Die zweite Hälfte des Rennens verspricht spannend zu werden, denn bald werden wir uns mit Squalls auseinandersetzen müssen, die besonders in den mondlosen Nächten schwer zu erkennen sind. Dafür ist der Sternenhimmel umso beeindruckender – ganz ohne „Lichtverschmutzung“.
Traumbedingungen und Begegnungen mit Walen
Die letzten Tage sind von perfektem Segelwetter geprägt. Zwar weicht der Wind nachts öfter als gewünscht von der Vorhersage ab, doch tagsüber segeln wir unter einem tiefblauen Himmel mit strahlender Sonne. Es wird zunehmend heißer – unter Deck fast unerträglich, an Deck aber noch angenehm. Regelmäßige Salzwasserduschen im Cockpit sorgen für Erfrischung.

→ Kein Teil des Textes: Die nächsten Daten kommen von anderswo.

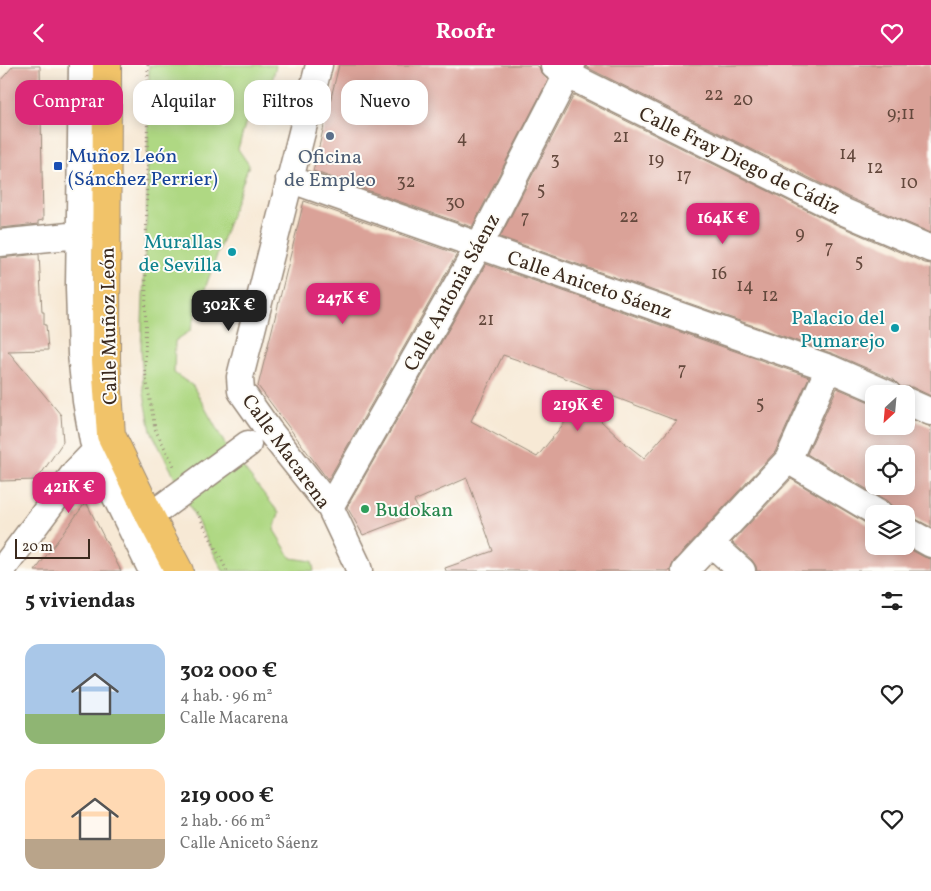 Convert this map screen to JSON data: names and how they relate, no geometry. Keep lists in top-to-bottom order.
{
  "streets": {
    "main road": ["Calle Muñoz León"],
    "street": [
      "Calle Fray Diego de Cádiz",
      "Calle Aniceto Sáenz",
      "Calle Antonia Sáenz",
      "Calle Macarena"
    ]
  },
  "crossings": [
    ["Calle Fray Diego de Cádiz", "Calle Antonia Sáenz"],
    ["Calle Aniceto Sáenz", "Calle Antonia Sáenz"],
    ["Calle Aniceto Sáenz", "Calle Macarena"],
    ["Calle Antonia Sáenz", "Calle Macarena"]
  ],
  "places": {
    "other": [
      "Oficina de Empleo",
      "Murallas de Sevilla",
      "Palacio del Pumarejo",
      "Budokan"
    ],
    "transit": ["Muñoz León (Sánchez Perrier)"]
  },
  "house_numbers": [
    "22",
    "20",
    "9;11",
    "21",
    "4",
    "14",
    "3",
    "19",
    "12",
    "17",
    "32",
    "10",
    "5",
    "30",
    "22",
    "7",
    "9",
    "7",
    "5",
    "16",
    "14",
    "12",
    "21",
    "7",
    "5"
  ],
  "scale_bar": "20 m",
  "north": "bottom left",
  "page": {
    "header": "Roofr",
    "chip": [
      "Comprar",
      "Alquilar",
      "Filtros",
      "Nuevo"
    ],
    "price": [
      "164K €",
      "247K €",
      "302K €",
      "219K €",
      "421K €"
    ],
    "scale": "20 m",
    "heading": "5 viviendas",
    "list": [
      {
        "name": "302 000 €",
        "note": "4 hab. · 96 m² · Calle Macarena"
      },
      {
        "name": "219 000 €",
        "note": "2 hab. · 66 m² · Calle Aniceto Sáenz"
      }
    ]
  }
}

Dann folgt ein absolutes Highlight: Plötzlich ertönt erneut der Ruf „Da bläst er!“ – und diesmal sehen wir sie wirklich. In guter Sichtweite, aber mit genügend Abstand, passieren wir eine Gruppe von drei bis vier Pottwalen. Ihre massiven grauen Köpfe ragen beeindruckend aus dem Wasser. Wenig später begleitet uns ein einzelner, schlanker Wal, der unser Boot neugierig umkreist. Ein atemberaubendes Erlebnis, das uns alle tief beeindruckt.
Zieleinlauf in Grenada
Nach 14 Tagen, 4 Stunden, 57 Minuten und 15 Sekunden ist es geschafft: Wir überqueren die Ziellinie vor Grenada! Die Freude an Bord ist riesig.
Wir belegen den 9. Platz in der Gesamtwertung IRC Overall und den 3. Platz in unserer Klasse IRC One – ein fantastisches Ergebnis für unser junges Team.
Gratulation geht an die LUCKY für die Line Honors und an die Tschüss 2 für den Gesamtsieg! Standesgemäß werden Skipperin und Navigator gebadet und der Rest der Crew springt gleich hinterher. Ein Traum – Badewannentemperatur.
Nach dem Zieleinlauf geht es mit Battleflags in den Hafen, wo uns die Crew des RORC und die Nachfolgecrew mit kühlem Bier erwartet. Quasi direkt im Anschluss beginnt das große Entsalzen: Segel, Schiff, Material – und natürlich auch wir selbst, alles wird von innen nach außen gekehrt und später wieder eingeräumt. Die regelmäßigen Regenschauer machen es nicht immer einfach, alles wirklich ganz trocken zu bekommen. Abends gibt es Burger für die Crew – welch ein Genuss, endlich wieder richtig kauen zu können.
Es bleibt auch noch Zeit, die Insel zu erkunden. Hier wächst alles, was bei uns als exotische Frucht oder Gewürz verkauft wird, einfach an der nächsten Regenrinne. Kakao, Papayas, Avocados, Mangos, Nelken, Muskatnüsse, Zitronengras, Zimtbäume, Kaffee usw. - welch eine fantastische Fülle!
Mit unzähligen Eindrücken endet unser Abenteuer. Für die meisten von uns geht es direkt zurück ins kalte Deutschland – im Gepäck viele Erinnerungen an eine unvergessliche Atlantiküberquerung.
Besonderer Dank geht an unsere Unterstützer an Land: allen voran allen Familien und Freunden, die mit uns mitgefiebert, uns Mails geschickt und sich mit uns gefreut haben. Dank an den RORC, den Trans-Ocean (TO), und natürlich den gesamten HVS, der solche Reisen für junge Leute mit diesen Schiffen überhaupt erst möglich macht.
Over and Out von der Transatlantic-Crew: Wibke (Skipperin), Lorenz (Navigator), Debbie, Tom, Niko, Lars, Tilli, Basti, Inken, Miriam, Johle und Julius.